* **Materials provided**

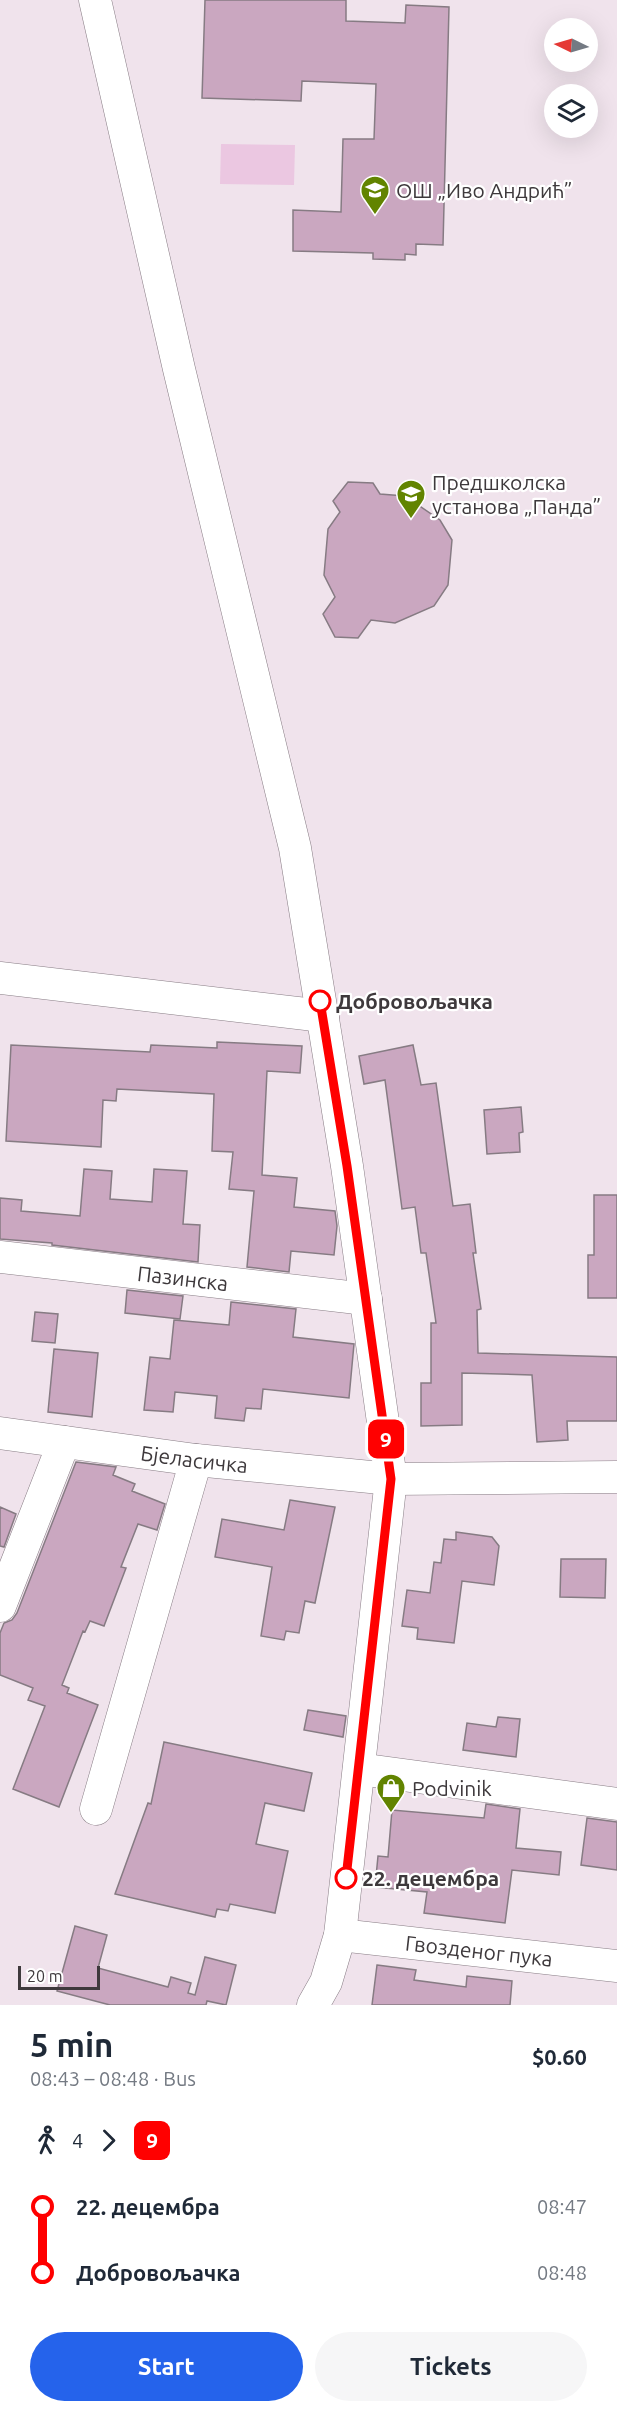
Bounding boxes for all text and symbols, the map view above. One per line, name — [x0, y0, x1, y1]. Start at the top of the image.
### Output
north arrow — [544, 18, 598, 72]
map controls — [544, 18, 598, 138]
button: layers — [544, 84, 598, 138]
school or university icon: ОШ „Иво Андрић” — [359, 174, 391, 216]
place label: ОШ „Иво Андрић” — [396, 178, 572, 202]
place label: Предшколска установа „Панда” — [432, 470, 601, 518]
school or university icon: Предшколска установа „Панда” — [395, 478, 427, 520]
place label: Добровољачка — [336, 989, 493, 1013]
marker: Добровољачка — [309, 990, 331, 1012]
street label: Пазинска — [136, 1261, 230, 1295]
line badge: 9 — [366, 1420, 406, 1458]
text: 9 — [380, 1427, 392, 1451]
street label: Бјеласичка — [139, 1441, 249, 1477]
shop icon: Podvinik — [375, 1772, 407, 1814]
place label: Podvinik — [412, 1776, 492, 1800]
place label: 22. децембра — [362, 1866, 499, 1890]
marker: 22. децембра — [335, 1867, 357, 1889]
street label: Гвозденог пука — [404, 1930, 554, 1971]
scale bar — [18, 1963, 100, 1990]
text: 20 m — [27, 1967, 63, 1985]
text: 5 min — [30, 2026, 113, 2063]
text: $0.60 — [532, 2044, 587, 2069]
text: 08:43 – 08:48 · Bus — [30, 2067, 196, 2090]
icon: walk — [30, 2124, 63, 2157]
icon: forward — [92, 2124, 125, 2157]
text: 9 — [146, 2128, 158, 2152]
text: 4 — [72, 2129, 83, 2152]
text: 22. децембра — [76, 2194, 220, 2219]
text: 08:47 — [537, 2195, 587, 2218]
text: Добровољачка — [76, 2260, 240, 2285]
text: 08:48 — [537, 2261, 587, 2284]
button: Start — [30, 2332, 303, 2401]
button: Tickets — [315, 2332, 587, 2401]

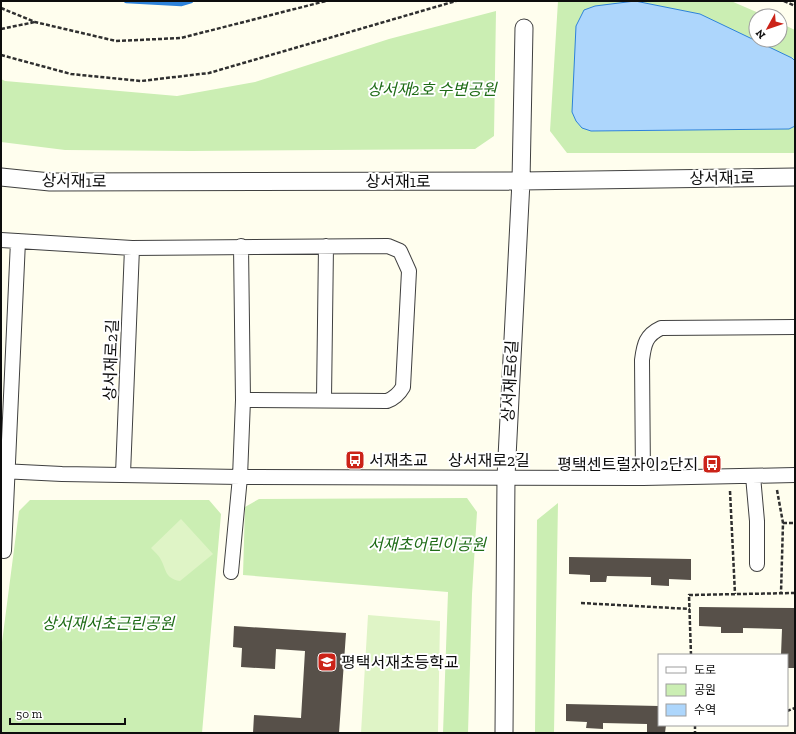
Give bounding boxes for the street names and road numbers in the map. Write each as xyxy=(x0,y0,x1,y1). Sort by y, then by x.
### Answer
street label: 상서재1로 xyxy=(689,168,755,188)
street label: 상서재1로 xyxy=(41,171,107,191)
street label: 상서재1로 xyxy=(365,172,431,191)
street label: 상서재로2길 xyxy=(100,319,122,401)
street label: 상서재로6길 xyxy=(498,340,522,422)
street label: 상서재로2길 xyxy=(448,451,530,470)

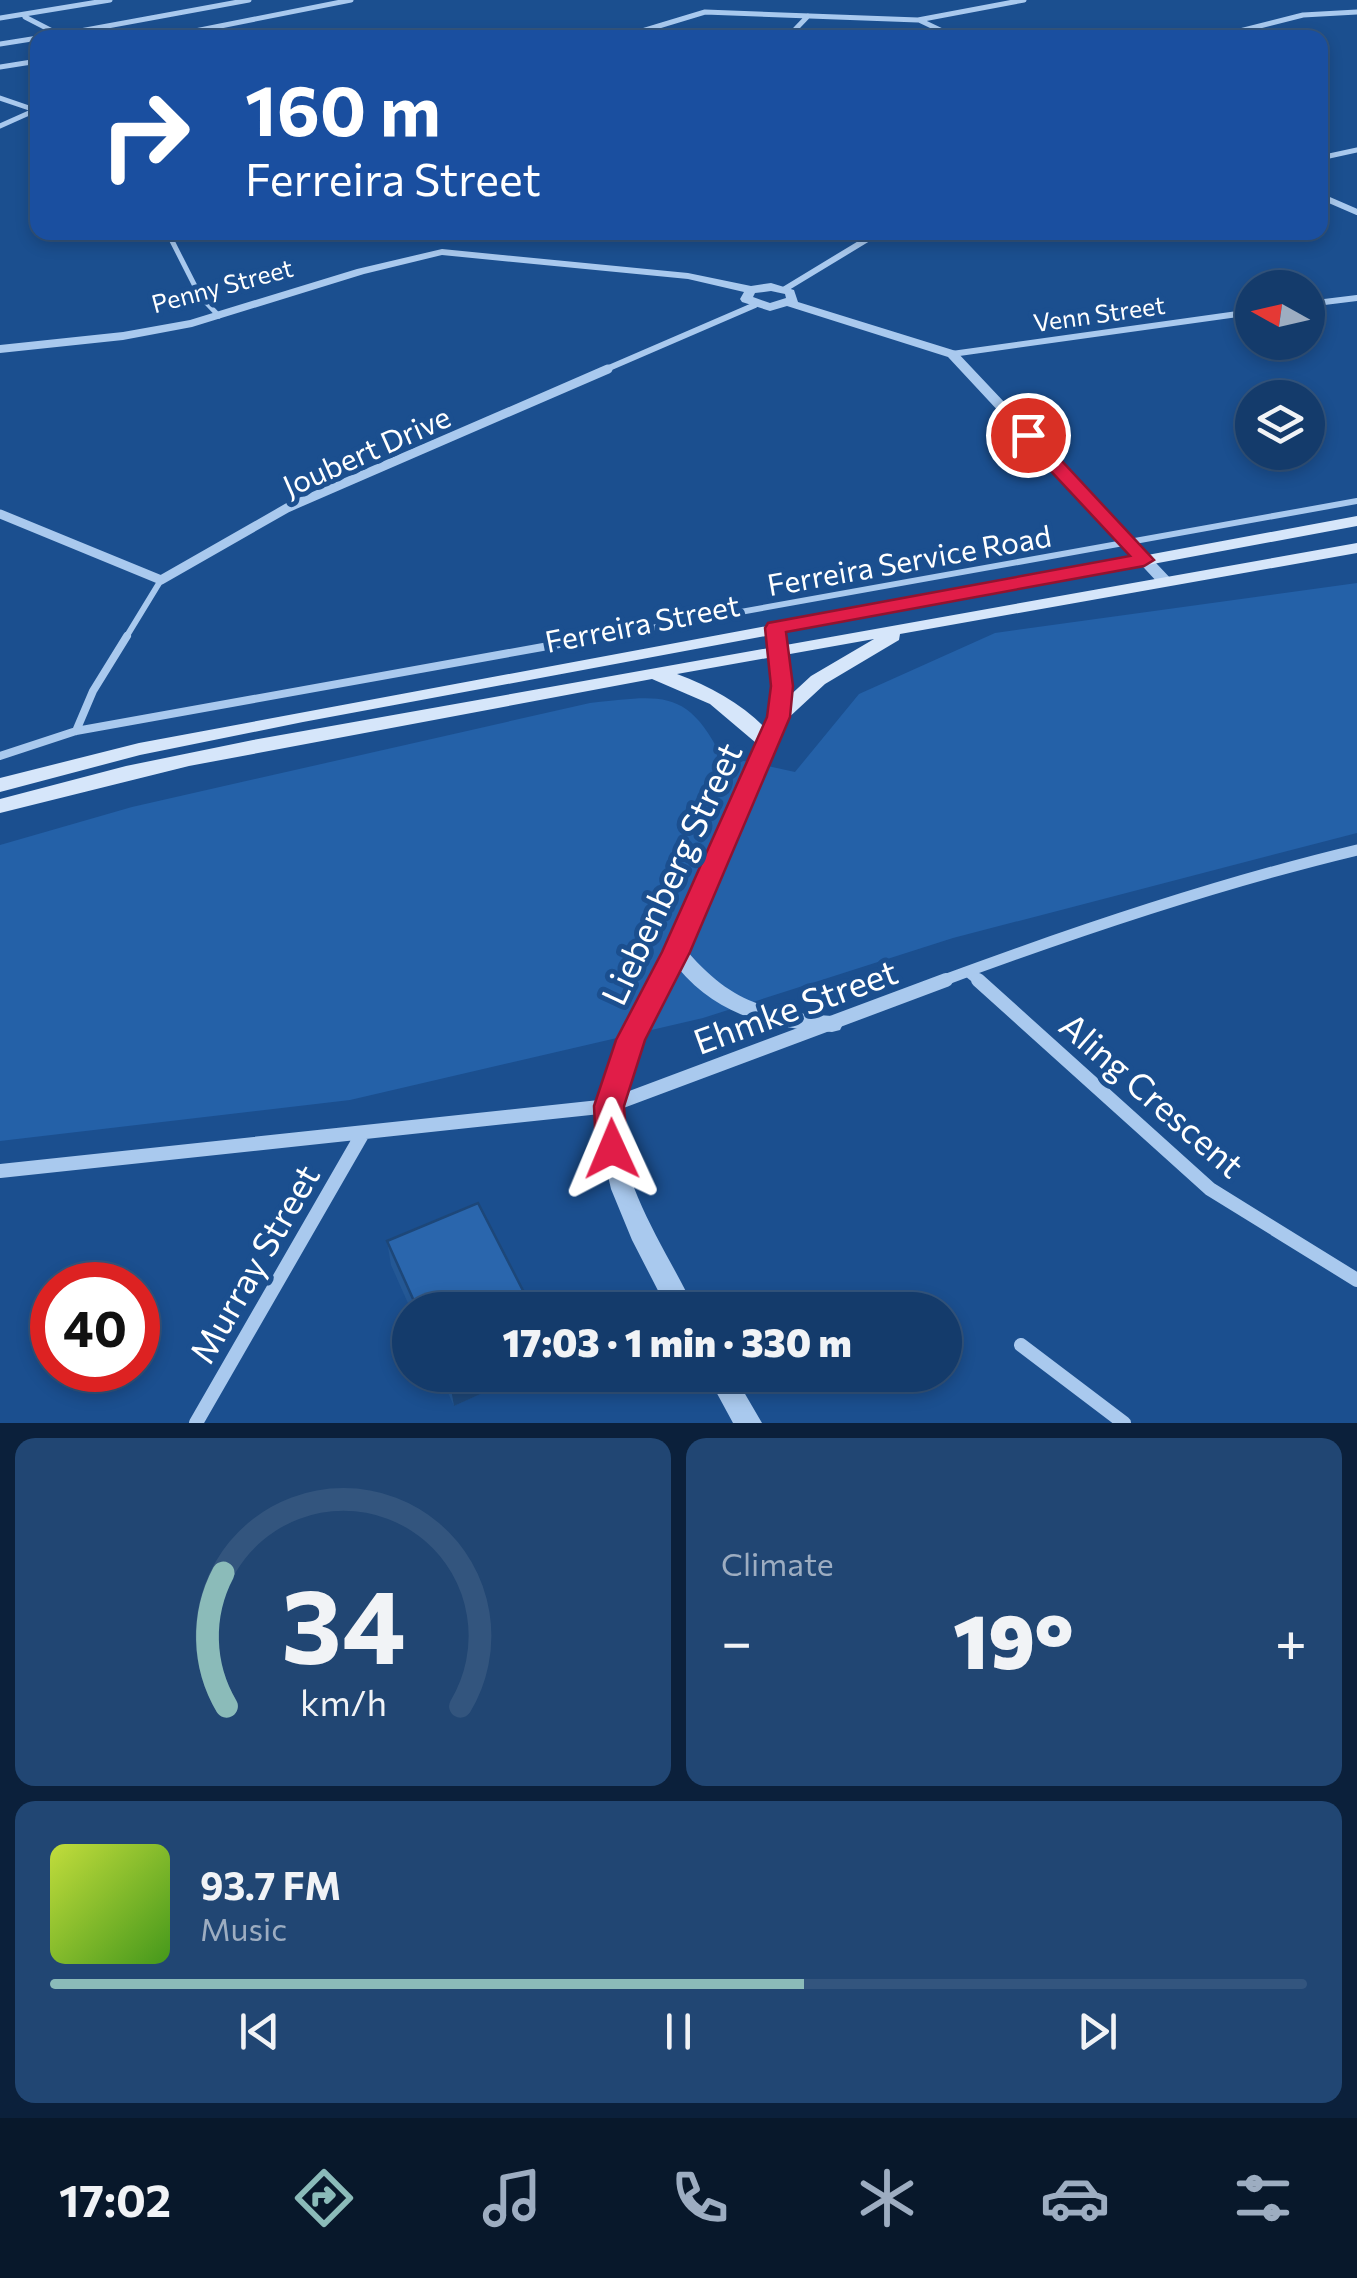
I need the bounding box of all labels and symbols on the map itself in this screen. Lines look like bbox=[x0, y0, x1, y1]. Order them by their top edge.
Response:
street label: Penny Street bbox=[148, 252, 296, 318]
north arrow bbox=[1235, 270, 1325, 360]
street label: Venn Street bbox=[1031, 289, 1167, 337]
pin bbox=[986, 393, 1071, 478]
street label: Joubert Drive bbox=[276, 397, 456, 503]
street label: Ferreira Service Road bbox=[764, 516, 1054, 602]
street label: Ferreira Street bbox=[542, 585, 742, 659]
street label: Liebenberg Street bbox=[590, 735, 750, 1011]
street label: Ehmke Street bbox=[687, 948, 903, 1062]
street label: Aling Crescent bbox=[1052, 1002, 1254, 1186]
position arrow bbox=[560, 1097, 664, 1201]
street label: Murray Street bbox=[179, 1156, 327, 1370]
speed limit sign: 40 bbox=[30, 1262, 160, 1392]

* **Goal of the exercise**
Set down the entire material verbatim, with each picture left out.

* **Solution below**
Bounding boxes for all text and symbols, the map view above. One per line, name — [x0, y0, x1, y1]. Start at the top of the image.
### Output
north arrow — [544, 18, 598, 72]
map controls — [544, 18, 598, 138]
button: layers — [544, 84, 598, 138]
school or university icon: ОШ „Иво Андрић” — [359, 174, 391, 216]
place label: ОШ „Иво Андрић” — [396, 178, 572, 202]
place label: Предшколска установа „Панда” — [432, 470, 601, 518]
school or university icon: Предшколска установа „Панда” — [395, 478, 427, 520]
place label: Добровољачка — [336, 989, 493, 1013]
marker: Добровољачка — [309, 990, 331, 1012]
street label: Пазинска — [136, 1261, 230, 1295]
line badge: 9 — [366, 1420, 406, 1458]
text: 9 — [380, 1427, 392, 1451]
street label: Бјеласичка — [139, 1441, 249, 1477]
shop icon: Podvinik — [375, 1772, 407, 1814]
place label: Podvinik — [412, 1776, 492, 1800]
place label: 22. децембра — [362, 1866, 499, 1890]
marker: 22. децембра — [335, 1867, 357, 1889]
street label: Гвозденог пука — [404, 1930, 554, 1971]
scale bar — [18, 1963, 100, 1990]
text: 20 m — [27, 1967, 63, 1985]
text: 5 min — [30, 2026, 113, 2063]
text: $0.60 — [532, 2044, 587, 2069]
text: 08:43 – 08:48 · Bus — [30, 2067, 196, 2090]
icon: walk — [30, 2124, 63, 2157]
icon: forward — [92, 2124, 125, 2157]
text: 9 — [146, 2128, 158, 2152]
text: 4 — [72, 2129, 83, 2152]
text: 22. децембра — [76, 2194, 220, 2219]
text: 08:47 — [537, 2195, 587, 2218]
text: Добровољачка — [76, 2260, 240, 2285]
text: 08:48 — [537, 2261, 587, 2284]
button: Start — [30, 2332, 303, 2401]
button: Tickets — [315, 2332, 587, 2401]

Give bounding boxes for the street names and road numbers in the map. Write each as xyxy=(x0,y0,x1,y1). Sort by y, then by x.
### Answer
street label: 상서재1로 xyxy=(689,168,755,188)
street label: 상서재1로 xyxy=(41,171,107,191)
street label: 상서재1로 xyxy=(365,172,431,191)
street label: 상서재로2길 xyxy=(100,319,122,401)
street label: 상서재로6길 xyxy=(498,340,522,422)
street label: 상서재로2길 xyxy=(448,451,530,470)

I need the bounding box of all labels and symbols on the map itself in this screen. Lines look like bbox=[x0, y0, x1, y1]. Order them by their top edge.
Response:
street label: Penny Street bbox=[148, 252, 296, 318]
north arrow bbox=[1235, 270, 1325, 360]
street label: Venn Street bbox=[1031, 289, 1167, 337]
pin bbox=[986, 393, 1071, 478]
street label: Joubert Drive bbox=[276, 397, 456, 503]
street label: Ferreira Service Road bbox=[764, 516, 1054, 602]
street label: Ferreira Street bbox=[542, 585, 742, 659]
street label: Liebenberg Street bbox=[590, 735, 750, 1011]
street label: Ehmke Street bbox=[687, 948, 903, 1062]
street label: Aling Crescent bbox=[1052, 1002, 1254, 1186]
position arrow bbox=[560, 1097, 664, 1201]
street label: Murray Street bbox=[179, 1156, 327, 1370]
speed limit sign: 40 bbox=[30, 1262, 160, 1392]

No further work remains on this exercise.